EXERCISE AIM:
Every line with the string "them" must be copied from the entries below.

AVAILABLE DATA:
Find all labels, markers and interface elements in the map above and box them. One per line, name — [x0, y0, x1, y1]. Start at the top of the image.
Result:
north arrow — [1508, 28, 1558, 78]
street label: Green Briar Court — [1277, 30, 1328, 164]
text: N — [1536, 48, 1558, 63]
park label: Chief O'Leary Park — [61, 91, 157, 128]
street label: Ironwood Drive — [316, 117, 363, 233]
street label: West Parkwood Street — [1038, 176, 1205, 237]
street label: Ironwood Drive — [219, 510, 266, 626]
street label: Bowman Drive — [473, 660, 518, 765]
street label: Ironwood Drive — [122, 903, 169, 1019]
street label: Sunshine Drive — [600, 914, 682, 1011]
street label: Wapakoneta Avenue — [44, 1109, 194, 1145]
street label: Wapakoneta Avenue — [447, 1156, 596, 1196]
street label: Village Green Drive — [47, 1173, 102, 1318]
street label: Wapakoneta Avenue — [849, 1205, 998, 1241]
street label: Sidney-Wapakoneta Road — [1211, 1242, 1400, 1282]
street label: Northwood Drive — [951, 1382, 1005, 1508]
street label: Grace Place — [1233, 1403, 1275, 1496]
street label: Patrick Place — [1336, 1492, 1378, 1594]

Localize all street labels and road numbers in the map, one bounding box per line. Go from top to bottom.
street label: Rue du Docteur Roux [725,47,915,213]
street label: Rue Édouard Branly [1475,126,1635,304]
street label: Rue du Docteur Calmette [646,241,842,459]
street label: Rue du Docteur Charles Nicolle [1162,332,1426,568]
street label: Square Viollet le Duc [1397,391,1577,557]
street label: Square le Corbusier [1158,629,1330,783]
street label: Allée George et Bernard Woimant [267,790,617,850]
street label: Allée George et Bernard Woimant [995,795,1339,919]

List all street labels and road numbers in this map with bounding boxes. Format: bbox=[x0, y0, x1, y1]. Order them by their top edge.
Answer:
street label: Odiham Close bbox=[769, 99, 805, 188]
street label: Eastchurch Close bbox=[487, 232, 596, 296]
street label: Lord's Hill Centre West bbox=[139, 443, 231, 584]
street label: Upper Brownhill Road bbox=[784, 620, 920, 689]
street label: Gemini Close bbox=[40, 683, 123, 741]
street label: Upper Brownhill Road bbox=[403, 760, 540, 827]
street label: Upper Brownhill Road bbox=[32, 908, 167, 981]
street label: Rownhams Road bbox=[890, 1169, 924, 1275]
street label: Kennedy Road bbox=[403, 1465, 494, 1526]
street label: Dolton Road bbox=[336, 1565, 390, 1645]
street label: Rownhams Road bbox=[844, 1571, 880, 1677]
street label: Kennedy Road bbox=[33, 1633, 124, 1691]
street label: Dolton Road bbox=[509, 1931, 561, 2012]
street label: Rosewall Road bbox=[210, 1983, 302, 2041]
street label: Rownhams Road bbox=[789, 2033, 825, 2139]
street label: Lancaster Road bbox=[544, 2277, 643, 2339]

EXPECTED ANSWER:
Find all labels, markers and interface elements in the map above and box them. One per line, name — [x0, y0, x1, y1]. Start at the top of the image.
List all street labels and road numbers in this map with bounding boxes. Format: bbox=[x0, y0, x1, y1]. Order them by their top edge.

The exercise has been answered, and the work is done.